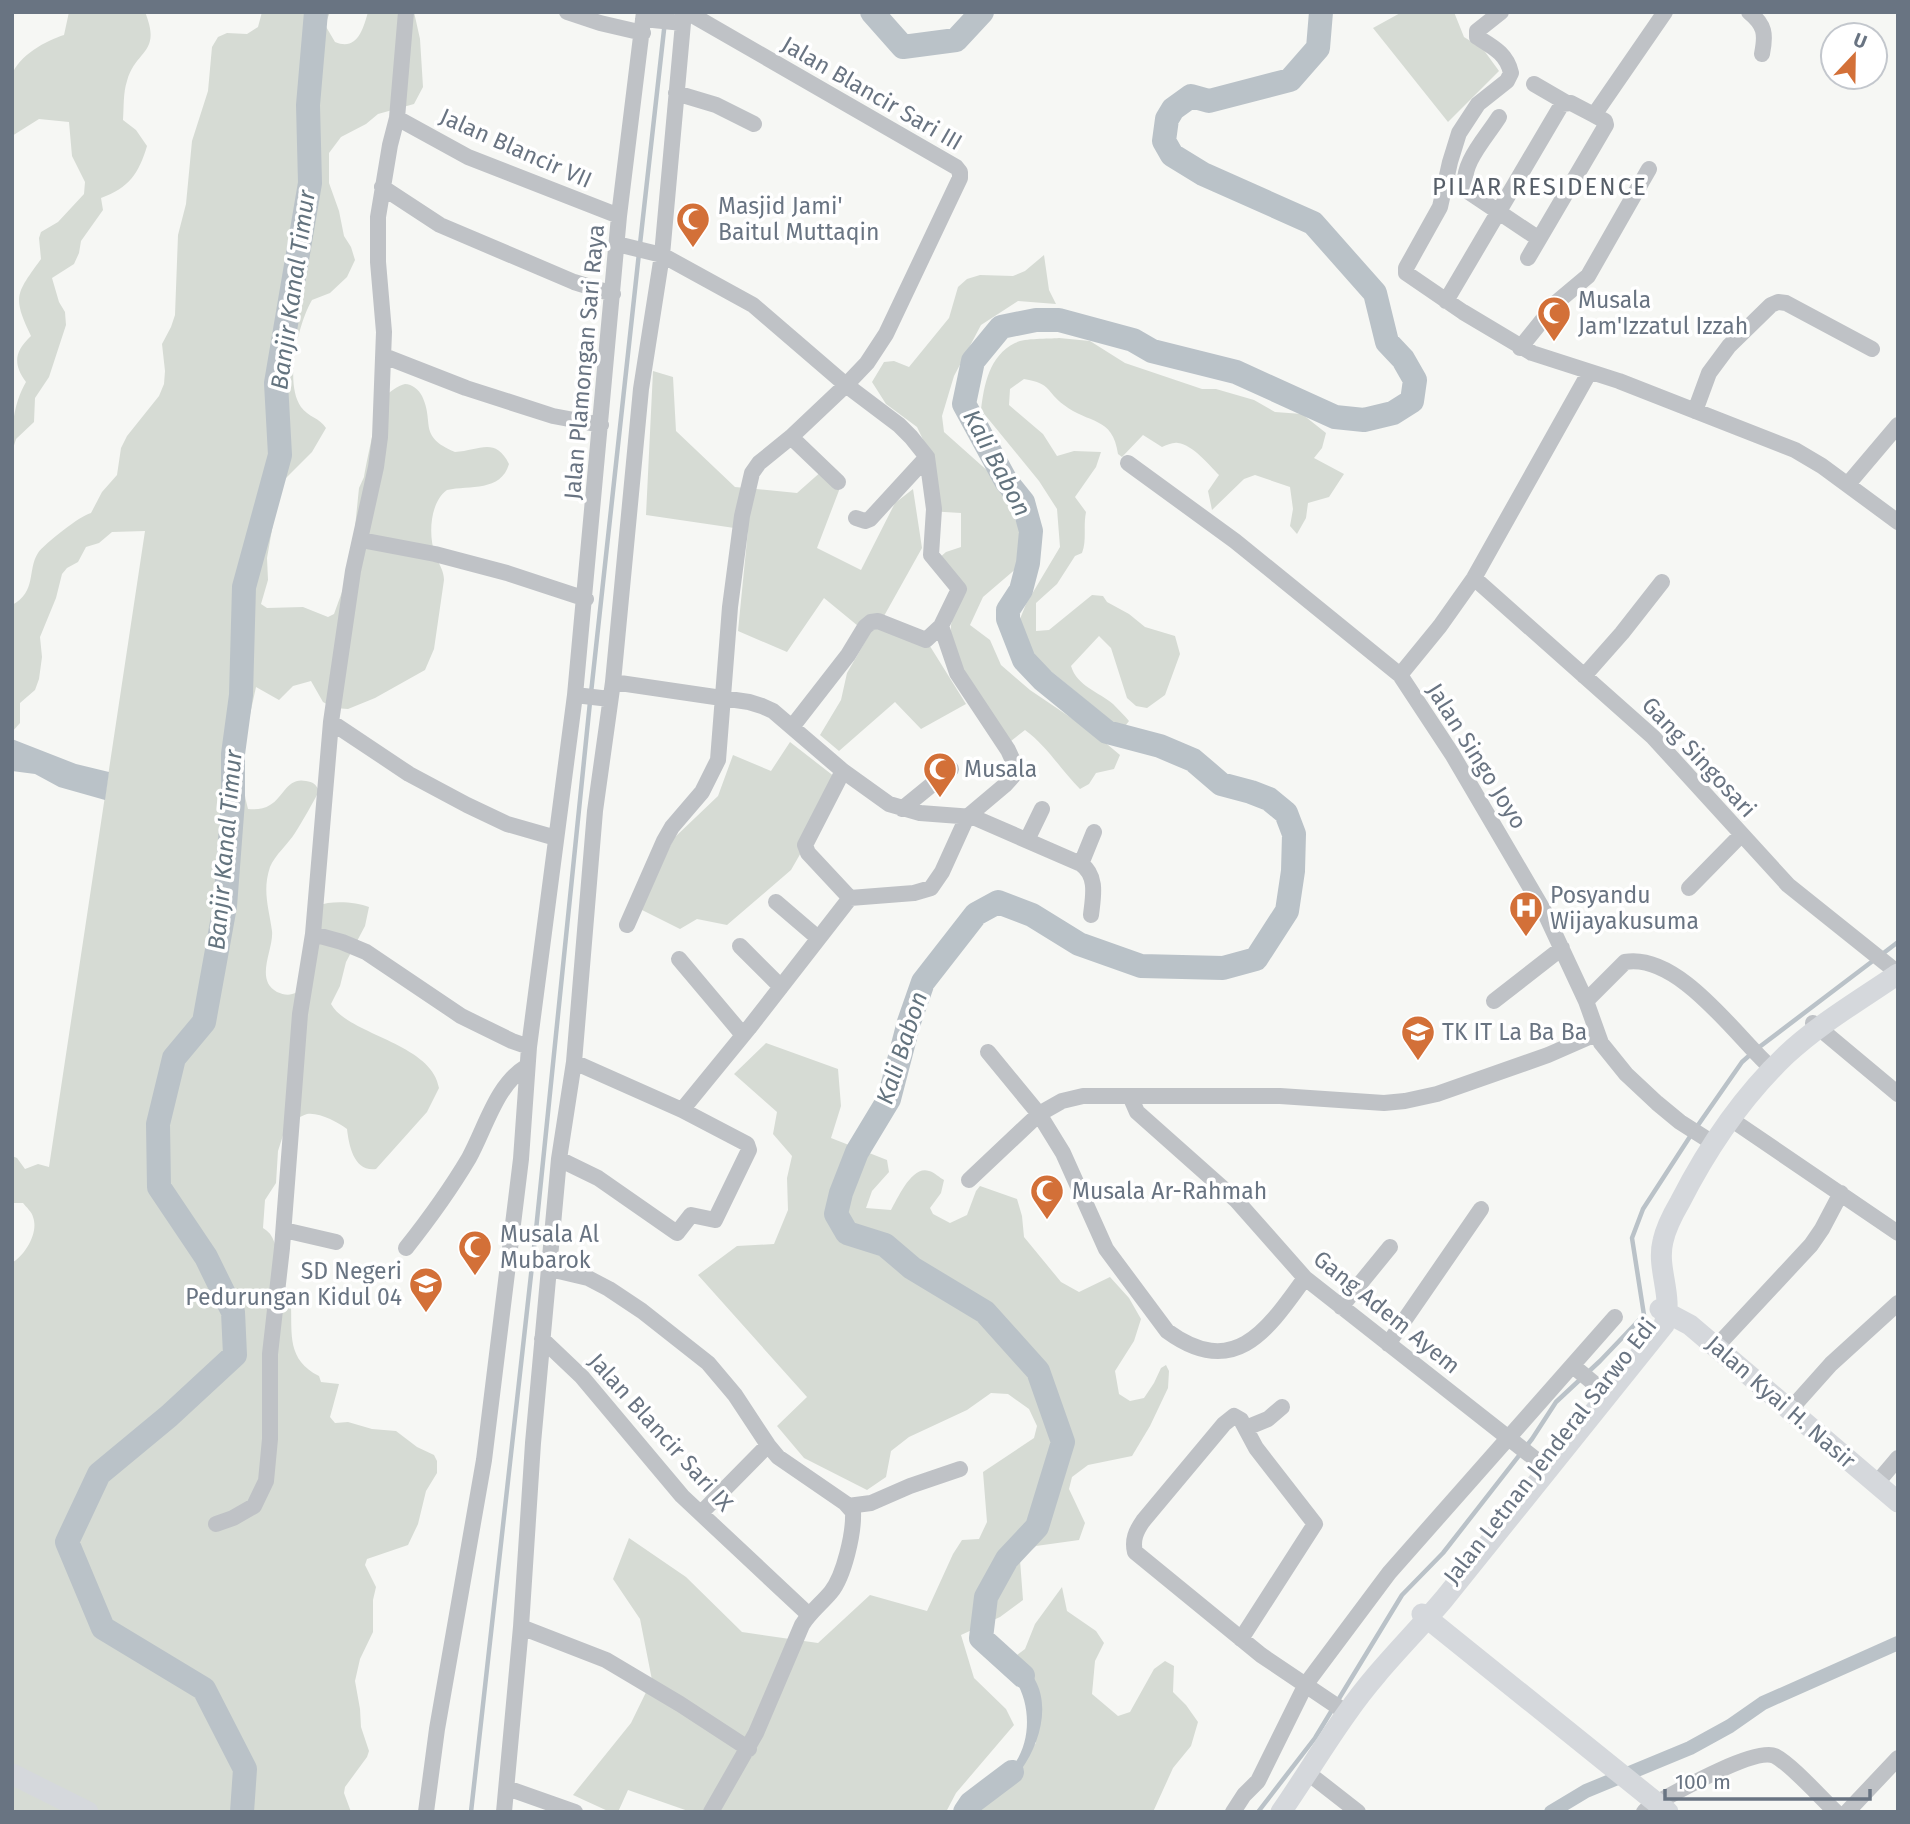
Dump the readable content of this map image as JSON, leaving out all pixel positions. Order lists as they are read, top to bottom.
{
  "streets": {
    "main road": ["Jalan Kyai H. Nasir", "Jalan Letnan Jenderal Sarwo Edi"],
    "street": [
      "Jalan Blancir Sari III",
      "Jalan Blancir VII",
      "Jalan Plamongan Sari Raya",
      "Jalan Singo Joyo",
      "Gang Singosari",
      "Gang Adem Ayem",
      "Jalan Blancir Sari IX"
    ]
  },
  "crossings": [
    ["Jalan Blancir VII", "Jalan Plamongan Sari Raya"],
    ["Jalan Singo Joyo", "Jalan Letnan Jenderal Sarwo Edi"],
    ["Gang Singosari", "Jalan Letnan Jenderal Sarwo Edi"],
    ["Gang Adem Ayem", "Jalan Letnan Jenderal Sarwo Edi"],
    ["Jalan Kyai H. Nasir", "Jalan Letnan Jenderal Sarwo Edi"]
  ],
  "districts": ["PILAR RESIDENCE"],
  "water": ["Banjir Kanal Timur", "Kali Babon"],
  "places": {
    "mosque": [
      "Masjid Jami' Baitul Muttaqin",
      "Musala Jam'Izzatul Izzah",
      "Musala",
      "Musala Ar-Rahmah",
      "Musala Al Mubarok"
    ],
    "hospital": ["Posyandu Wijayakusuma"],
    "school or university": ["TK IT La Ba Ba", "SD Negeri Pedurungan Kidul 04"]
  },
  "scale_bar": "100 m",
  "north": "top"
}
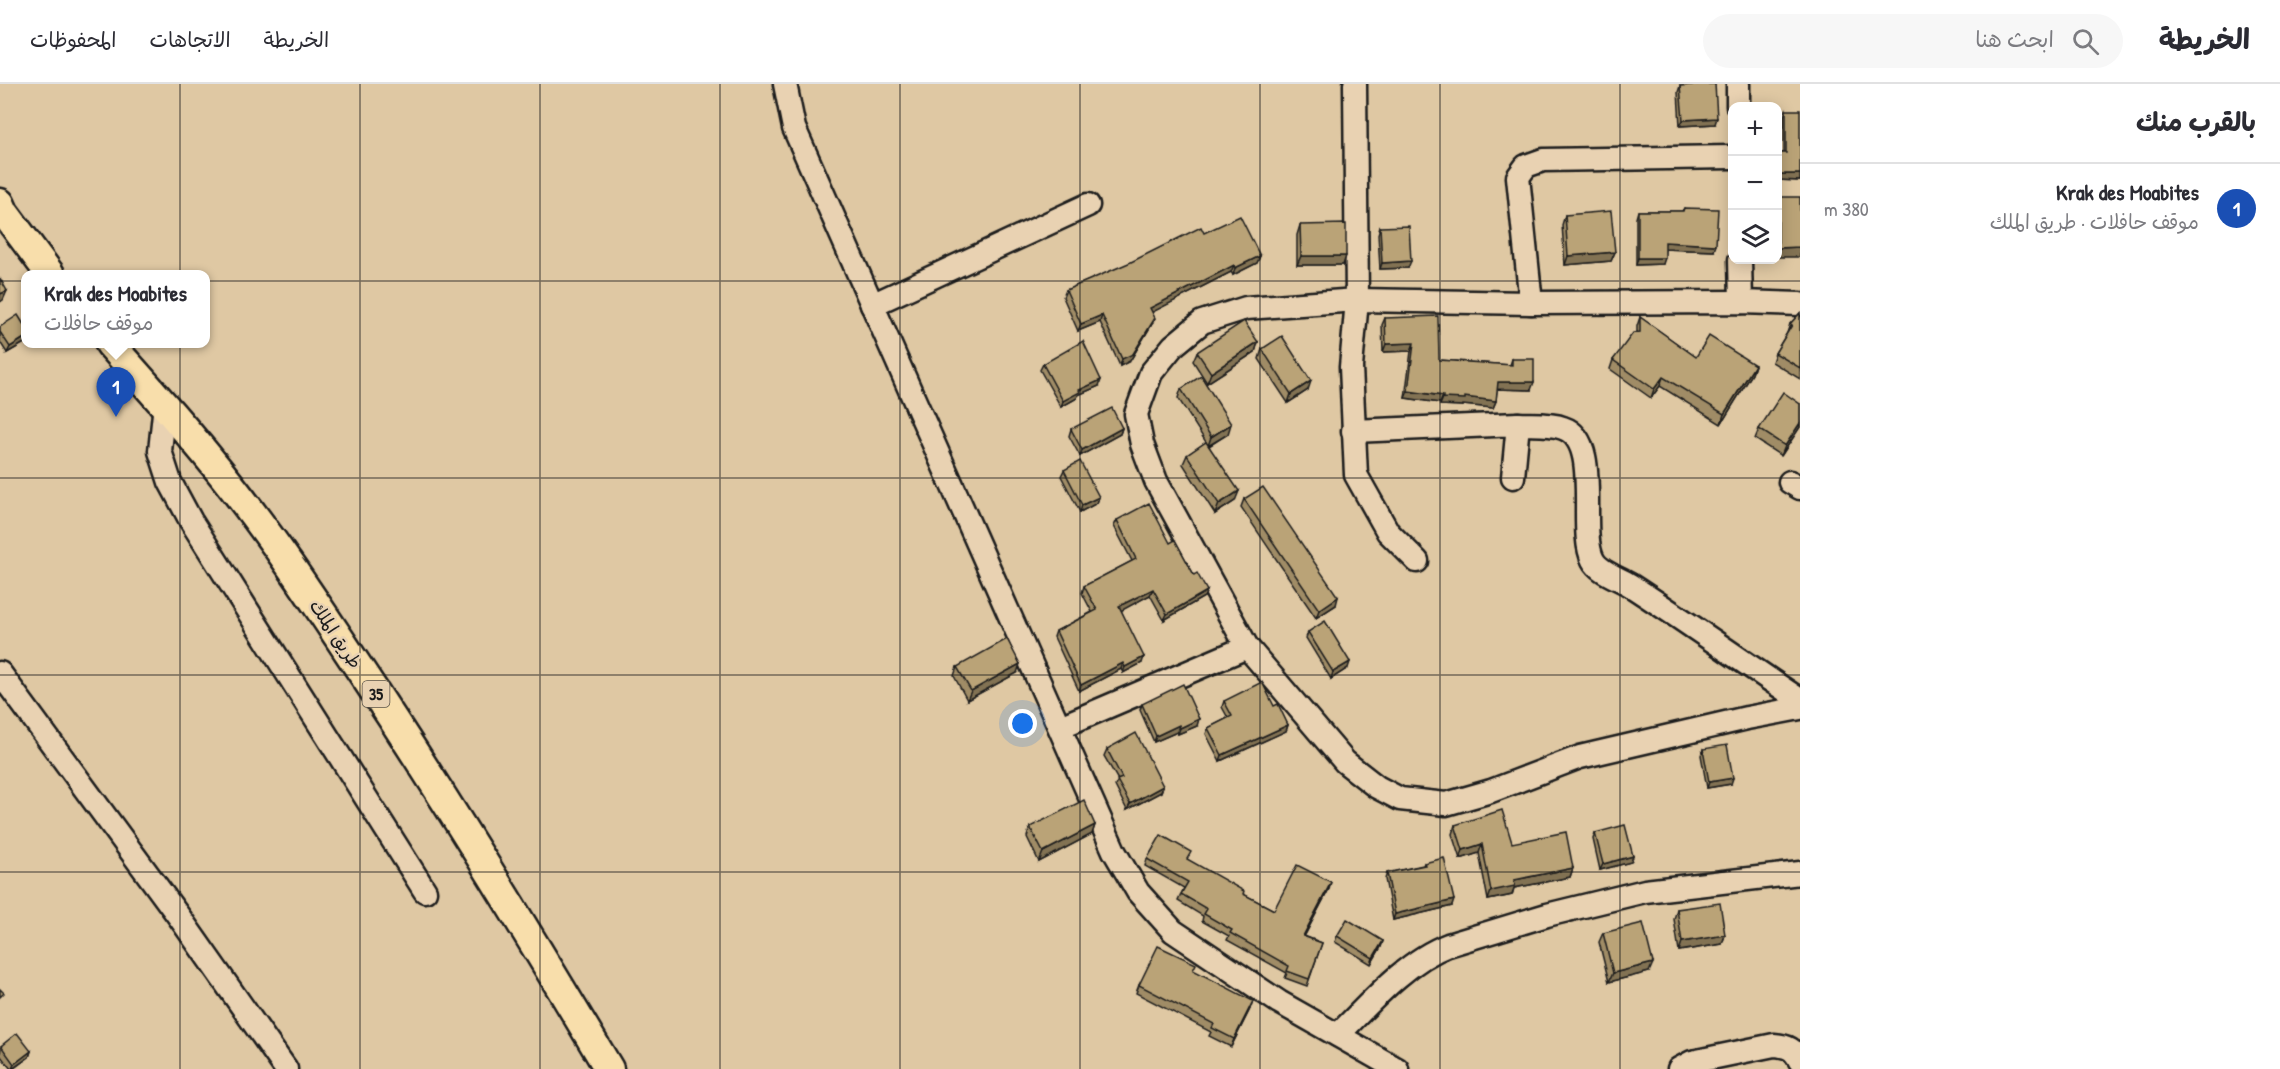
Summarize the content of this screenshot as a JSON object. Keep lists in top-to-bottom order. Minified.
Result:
--- --- ---
## [WORK ORDER]
Return every entry above exactly as written, minus the pictures.

## [RESPONSE BOX]
Dump the readable content of this map image as JSON, leaving out all pixel positions. Order lists as they are read, top to bottom.
{
  "streets": {
    "main road": ["Jalan Kyai H. Nasir", "Jalan Letnan Jenderal Sarwo Edi"],
    "street": [
      "Jalan Blancir Sari III",
      "Jalan Blancir VII",
      "Jalan Plamongan Sari Raya",
      "Jalan Singo Joyo",
      "Gang Singosari",
      "Gang Adem Ayem",
      "Jalan Blancir Sari IX"
    ]
  },
  "crossings": [
    ["Jalan Blancir VII", "Jalan Plamongan Sari Raya"],
    ["Jalan Singo Joyo", "Jalan Letnan Jenderal Sarwo Edi"],
    ["Gang Singosari", "Jalan Letnan Jenderal Sarwo Edi"],
    ["Gang Adem Ayem", "Jalan Letnan Jenderal Sarwo Edi"],
    ["Jalan Kyai H. Nasir", "Jalan Letnan Jenderal Sarwo Edi"]
  ],
  "districts": ["PILAR RESIDENCE"],
  "water": ["Banjir Kanal Timur", "Kali Babon"],
  "places": {
    "mosque": [
      "Masjid Jami' Baitul Muttaqin",
      "Musala Jam'Izzatul Izzah",
      "Musala",
      "Musala Ar-Rahmah",
      "Musala Al Mubarok"
    ],
    "hospital": ["Posyandu Wijayakusuma"],
    "school or university": ["TK IT La Ba Ba", "SD Negeri Pedurungan Kidul 04"]
  },
  "scale_bar": "100 m",
  "north": "top"
}
Summarize the content of this screenshot as a JSON object. Keep lists in top-to-bottom order. Minified.
Result:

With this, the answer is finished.